Devils on the Deep Blue Boardroom


Kristoffer Garin’s Devils on the Deep Blue Sea is unusually good at making legal wrangling interesting. I have no intention of becoming a corporate transactional lawyer, and the book is certainly not aimed at a legal audience. Nonetheless, Garin manages to convey a vivid sense of what it’s like to be a corporate lawyer in the merger mines: overwhelming quantities of excruciatingly boring grunt work punctuated by moments of pure swashbuckling excitement.

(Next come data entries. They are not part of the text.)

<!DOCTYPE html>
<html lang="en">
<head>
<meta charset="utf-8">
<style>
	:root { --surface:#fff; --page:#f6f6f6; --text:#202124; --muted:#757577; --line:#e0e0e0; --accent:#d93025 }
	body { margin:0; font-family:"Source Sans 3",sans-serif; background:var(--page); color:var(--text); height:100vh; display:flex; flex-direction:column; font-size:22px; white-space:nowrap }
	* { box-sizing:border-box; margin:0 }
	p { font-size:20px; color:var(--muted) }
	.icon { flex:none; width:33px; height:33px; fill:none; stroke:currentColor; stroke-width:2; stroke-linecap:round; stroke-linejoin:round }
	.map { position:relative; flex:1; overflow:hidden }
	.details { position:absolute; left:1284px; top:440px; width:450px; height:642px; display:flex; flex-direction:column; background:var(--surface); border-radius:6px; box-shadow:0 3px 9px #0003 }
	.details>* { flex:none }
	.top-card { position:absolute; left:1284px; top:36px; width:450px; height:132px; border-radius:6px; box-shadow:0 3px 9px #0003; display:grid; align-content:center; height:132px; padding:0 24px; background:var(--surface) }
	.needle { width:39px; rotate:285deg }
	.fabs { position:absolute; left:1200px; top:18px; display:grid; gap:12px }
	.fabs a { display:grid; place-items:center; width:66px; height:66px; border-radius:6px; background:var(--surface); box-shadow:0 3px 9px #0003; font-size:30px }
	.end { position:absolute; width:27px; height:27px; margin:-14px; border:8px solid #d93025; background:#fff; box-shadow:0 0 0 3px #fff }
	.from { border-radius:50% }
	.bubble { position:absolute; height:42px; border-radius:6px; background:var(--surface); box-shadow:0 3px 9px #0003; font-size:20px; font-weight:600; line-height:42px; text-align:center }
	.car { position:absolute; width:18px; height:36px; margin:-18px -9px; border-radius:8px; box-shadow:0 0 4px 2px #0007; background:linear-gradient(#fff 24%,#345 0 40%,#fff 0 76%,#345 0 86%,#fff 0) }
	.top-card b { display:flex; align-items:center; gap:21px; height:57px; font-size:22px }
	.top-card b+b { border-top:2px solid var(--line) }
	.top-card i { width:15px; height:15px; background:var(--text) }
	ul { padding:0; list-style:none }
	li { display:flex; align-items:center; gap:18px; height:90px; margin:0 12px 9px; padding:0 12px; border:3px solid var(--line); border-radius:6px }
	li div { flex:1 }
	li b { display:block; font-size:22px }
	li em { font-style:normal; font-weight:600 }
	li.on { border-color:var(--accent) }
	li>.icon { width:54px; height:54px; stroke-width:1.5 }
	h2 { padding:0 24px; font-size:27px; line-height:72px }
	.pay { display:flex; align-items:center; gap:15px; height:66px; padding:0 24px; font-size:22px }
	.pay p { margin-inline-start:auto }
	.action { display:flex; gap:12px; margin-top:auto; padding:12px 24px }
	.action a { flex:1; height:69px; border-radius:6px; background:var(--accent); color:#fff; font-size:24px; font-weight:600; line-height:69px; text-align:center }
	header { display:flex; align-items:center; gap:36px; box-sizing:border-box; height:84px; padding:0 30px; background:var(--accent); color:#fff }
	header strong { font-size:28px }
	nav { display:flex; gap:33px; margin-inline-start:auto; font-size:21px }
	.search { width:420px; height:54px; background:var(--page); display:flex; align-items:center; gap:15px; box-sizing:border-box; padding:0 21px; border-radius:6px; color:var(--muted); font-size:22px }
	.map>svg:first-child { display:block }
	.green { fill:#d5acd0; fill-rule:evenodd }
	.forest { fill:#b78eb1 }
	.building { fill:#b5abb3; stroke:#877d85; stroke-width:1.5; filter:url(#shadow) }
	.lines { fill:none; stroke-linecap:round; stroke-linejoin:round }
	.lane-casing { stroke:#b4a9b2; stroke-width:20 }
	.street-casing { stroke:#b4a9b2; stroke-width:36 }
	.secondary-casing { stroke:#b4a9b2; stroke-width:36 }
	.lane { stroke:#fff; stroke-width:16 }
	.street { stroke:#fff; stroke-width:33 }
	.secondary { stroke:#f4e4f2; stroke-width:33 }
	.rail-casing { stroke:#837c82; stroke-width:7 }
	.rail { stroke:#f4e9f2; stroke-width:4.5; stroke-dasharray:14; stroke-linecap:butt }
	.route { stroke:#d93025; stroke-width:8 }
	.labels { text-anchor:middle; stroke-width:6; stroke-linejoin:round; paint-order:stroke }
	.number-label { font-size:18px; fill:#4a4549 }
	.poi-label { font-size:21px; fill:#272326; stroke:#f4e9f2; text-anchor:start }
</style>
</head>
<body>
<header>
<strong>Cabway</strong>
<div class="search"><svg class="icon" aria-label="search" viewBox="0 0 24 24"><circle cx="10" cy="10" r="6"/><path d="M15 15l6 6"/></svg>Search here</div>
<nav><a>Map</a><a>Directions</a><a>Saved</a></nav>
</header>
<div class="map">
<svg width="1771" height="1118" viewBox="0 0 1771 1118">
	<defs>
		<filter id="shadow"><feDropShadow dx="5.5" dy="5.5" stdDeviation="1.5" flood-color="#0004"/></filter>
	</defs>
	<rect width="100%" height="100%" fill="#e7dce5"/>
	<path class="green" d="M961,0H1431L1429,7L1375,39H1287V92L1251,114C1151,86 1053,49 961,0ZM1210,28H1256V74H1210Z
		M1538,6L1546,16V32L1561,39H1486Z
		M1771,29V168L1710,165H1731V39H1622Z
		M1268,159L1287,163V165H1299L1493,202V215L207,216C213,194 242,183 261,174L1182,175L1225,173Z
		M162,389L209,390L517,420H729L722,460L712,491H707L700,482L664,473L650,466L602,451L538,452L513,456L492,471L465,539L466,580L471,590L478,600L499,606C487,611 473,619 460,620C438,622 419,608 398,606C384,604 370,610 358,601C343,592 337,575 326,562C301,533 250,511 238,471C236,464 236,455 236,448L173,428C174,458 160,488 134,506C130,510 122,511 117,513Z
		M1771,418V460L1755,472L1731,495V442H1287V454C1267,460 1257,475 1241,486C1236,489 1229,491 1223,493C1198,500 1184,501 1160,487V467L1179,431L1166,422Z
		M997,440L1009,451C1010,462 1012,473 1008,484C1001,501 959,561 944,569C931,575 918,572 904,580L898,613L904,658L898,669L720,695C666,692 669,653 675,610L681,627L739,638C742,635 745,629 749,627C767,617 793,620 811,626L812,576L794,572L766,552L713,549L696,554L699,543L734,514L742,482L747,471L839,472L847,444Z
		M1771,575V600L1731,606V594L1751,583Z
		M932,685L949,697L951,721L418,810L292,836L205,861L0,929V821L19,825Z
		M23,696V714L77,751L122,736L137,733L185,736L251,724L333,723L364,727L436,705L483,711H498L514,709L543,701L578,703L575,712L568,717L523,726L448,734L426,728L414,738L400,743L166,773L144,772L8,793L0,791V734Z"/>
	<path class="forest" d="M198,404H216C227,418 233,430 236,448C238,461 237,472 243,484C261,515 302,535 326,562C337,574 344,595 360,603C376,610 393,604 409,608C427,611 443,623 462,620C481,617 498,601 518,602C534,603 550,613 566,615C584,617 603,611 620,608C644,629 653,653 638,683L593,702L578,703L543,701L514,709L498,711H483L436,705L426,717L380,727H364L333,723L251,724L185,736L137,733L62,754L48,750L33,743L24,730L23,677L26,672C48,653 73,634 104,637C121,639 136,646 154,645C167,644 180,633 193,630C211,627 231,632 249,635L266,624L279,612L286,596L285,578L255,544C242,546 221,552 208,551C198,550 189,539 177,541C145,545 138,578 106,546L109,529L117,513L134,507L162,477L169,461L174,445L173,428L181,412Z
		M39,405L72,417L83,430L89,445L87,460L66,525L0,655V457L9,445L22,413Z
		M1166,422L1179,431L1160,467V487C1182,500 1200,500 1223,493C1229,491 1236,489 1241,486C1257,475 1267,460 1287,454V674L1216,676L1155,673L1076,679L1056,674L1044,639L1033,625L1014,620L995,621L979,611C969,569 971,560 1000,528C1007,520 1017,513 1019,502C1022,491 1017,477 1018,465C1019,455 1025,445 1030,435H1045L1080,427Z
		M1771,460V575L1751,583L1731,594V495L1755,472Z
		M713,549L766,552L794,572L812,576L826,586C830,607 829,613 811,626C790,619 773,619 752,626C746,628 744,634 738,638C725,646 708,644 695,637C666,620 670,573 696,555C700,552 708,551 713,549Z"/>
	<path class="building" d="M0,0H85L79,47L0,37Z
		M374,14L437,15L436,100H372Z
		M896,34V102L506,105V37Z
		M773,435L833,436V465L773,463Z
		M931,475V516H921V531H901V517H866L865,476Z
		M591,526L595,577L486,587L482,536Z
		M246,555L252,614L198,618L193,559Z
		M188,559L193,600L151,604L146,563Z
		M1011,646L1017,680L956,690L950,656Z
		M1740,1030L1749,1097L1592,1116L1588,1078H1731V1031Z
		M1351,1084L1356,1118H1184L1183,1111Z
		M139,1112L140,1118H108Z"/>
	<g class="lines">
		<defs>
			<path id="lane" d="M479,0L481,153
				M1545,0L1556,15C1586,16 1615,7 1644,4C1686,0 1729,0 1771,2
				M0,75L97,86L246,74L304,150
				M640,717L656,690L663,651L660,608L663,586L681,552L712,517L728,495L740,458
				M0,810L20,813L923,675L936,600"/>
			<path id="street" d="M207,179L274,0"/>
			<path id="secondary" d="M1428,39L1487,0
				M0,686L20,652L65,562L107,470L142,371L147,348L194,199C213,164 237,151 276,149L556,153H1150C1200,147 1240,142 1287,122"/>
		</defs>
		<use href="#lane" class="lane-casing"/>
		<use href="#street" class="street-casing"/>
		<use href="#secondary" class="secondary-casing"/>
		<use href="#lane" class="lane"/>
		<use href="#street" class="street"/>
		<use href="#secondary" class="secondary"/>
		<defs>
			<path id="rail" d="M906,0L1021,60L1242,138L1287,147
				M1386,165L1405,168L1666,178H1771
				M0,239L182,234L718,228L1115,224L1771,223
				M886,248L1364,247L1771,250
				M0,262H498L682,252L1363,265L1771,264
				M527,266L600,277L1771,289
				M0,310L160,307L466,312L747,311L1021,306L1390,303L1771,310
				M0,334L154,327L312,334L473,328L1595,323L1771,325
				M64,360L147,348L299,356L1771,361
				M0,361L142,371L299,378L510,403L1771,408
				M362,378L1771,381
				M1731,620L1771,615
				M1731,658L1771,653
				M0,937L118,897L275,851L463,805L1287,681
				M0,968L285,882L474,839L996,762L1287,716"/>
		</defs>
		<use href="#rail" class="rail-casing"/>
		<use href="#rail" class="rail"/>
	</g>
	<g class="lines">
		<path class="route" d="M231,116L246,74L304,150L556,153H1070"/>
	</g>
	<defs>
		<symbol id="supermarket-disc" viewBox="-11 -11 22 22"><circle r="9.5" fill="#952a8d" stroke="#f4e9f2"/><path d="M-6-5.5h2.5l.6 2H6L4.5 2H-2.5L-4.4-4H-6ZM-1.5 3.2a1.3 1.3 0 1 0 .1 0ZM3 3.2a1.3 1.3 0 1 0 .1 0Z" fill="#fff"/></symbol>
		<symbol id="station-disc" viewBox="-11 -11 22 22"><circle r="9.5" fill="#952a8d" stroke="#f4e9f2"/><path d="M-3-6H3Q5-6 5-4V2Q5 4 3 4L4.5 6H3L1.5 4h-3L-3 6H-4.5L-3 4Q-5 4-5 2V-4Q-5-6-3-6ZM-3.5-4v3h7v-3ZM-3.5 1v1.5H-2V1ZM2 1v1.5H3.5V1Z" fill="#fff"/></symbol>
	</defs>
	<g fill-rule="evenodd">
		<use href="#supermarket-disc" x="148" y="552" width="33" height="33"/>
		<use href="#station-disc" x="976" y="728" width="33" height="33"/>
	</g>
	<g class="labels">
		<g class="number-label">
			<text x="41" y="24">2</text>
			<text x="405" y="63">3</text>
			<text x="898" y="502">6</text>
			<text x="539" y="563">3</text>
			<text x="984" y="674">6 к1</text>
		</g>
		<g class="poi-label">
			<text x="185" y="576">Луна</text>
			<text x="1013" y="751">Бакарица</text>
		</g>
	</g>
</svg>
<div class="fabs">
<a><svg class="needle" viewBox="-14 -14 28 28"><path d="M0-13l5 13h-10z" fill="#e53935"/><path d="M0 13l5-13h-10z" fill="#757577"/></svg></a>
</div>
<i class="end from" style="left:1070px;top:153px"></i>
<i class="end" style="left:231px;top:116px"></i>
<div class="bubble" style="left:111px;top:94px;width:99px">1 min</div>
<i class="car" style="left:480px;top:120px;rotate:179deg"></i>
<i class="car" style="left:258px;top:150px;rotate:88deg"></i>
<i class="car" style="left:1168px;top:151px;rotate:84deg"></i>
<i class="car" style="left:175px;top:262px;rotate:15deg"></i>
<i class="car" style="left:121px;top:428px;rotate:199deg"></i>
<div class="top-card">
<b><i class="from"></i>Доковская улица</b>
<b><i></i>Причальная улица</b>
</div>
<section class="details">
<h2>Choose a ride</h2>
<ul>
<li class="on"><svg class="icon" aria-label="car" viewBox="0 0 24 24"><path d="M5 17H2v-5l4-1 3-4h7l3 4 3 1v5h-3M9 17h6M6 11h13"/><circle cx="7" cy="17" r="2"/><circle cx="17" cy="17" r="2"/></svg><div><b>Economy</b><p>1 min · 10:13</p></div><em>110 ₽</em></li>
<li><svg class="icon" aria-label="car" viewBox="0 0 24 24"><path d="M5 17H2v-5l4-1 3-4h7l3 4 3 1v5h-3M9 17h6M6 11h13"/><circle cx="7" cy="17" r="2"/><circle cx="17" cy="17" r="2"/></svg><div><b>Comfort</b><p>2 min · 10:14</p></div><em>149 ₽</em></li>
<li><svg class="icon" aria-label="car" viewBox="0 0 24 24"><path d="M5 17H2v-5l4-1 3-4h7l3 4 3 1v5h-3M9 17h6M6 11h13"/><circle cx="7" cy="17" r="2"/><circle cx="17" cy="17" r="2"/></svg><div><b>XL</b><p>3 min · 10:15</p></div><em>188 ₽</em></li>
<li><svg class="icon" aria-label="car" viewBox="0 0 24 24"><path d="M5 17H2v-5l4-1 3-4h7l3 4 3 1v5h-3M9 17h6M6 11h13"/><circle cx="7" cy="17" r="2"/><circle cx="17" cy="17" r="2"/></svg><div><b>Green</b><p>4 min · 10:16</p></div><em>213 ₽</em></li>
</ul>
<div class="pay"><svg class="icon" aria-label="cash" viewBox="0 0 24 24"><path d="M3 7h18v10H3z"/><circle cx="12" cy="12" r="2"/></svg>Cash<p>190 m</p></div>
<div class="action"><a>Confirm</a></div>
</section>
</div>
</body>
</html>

One passage stands out in particular. In it, Garin details the backroom maneuvering that led to the Pritzker family’s successful buy-in to Royal Caribbean over a competing bid from Carnival. The deal was under extraordinary time pressure—if it wasn’t completed correctly and successfully on a lightning schedule, everyone involved was likely to wind up on the defending side of some very pricey lawsuits. And that meant a lot of detailed restructuring:

The dozens of freestanding partnerships that Royal Caribbean and Admiral had comprised had to be consolidated into a single entity. Old boards had to be voted out; new boards had to be voted in. Many of the subpartnerships had individual financing, and each change had to be approved by the banks holding that paper. At one point, one of the attorneys discovered that a forgotten cranny of the partnership’s bylaws stipulated a board of nine directors—no one remembered why, but there it was. Royal Caribbean had been operating with twelve directors for more than a decade. Rather than risk a challenge later on, [Royal Caribbean CEO Richard] Fain had to chair more than fifty board meetings, one in each subsidiary, “ratifying every action they had taken in the last twenty years.”

It takes quite a book to make corporate merger document review due diligence sound like more fun than going on a cruise. This is that book.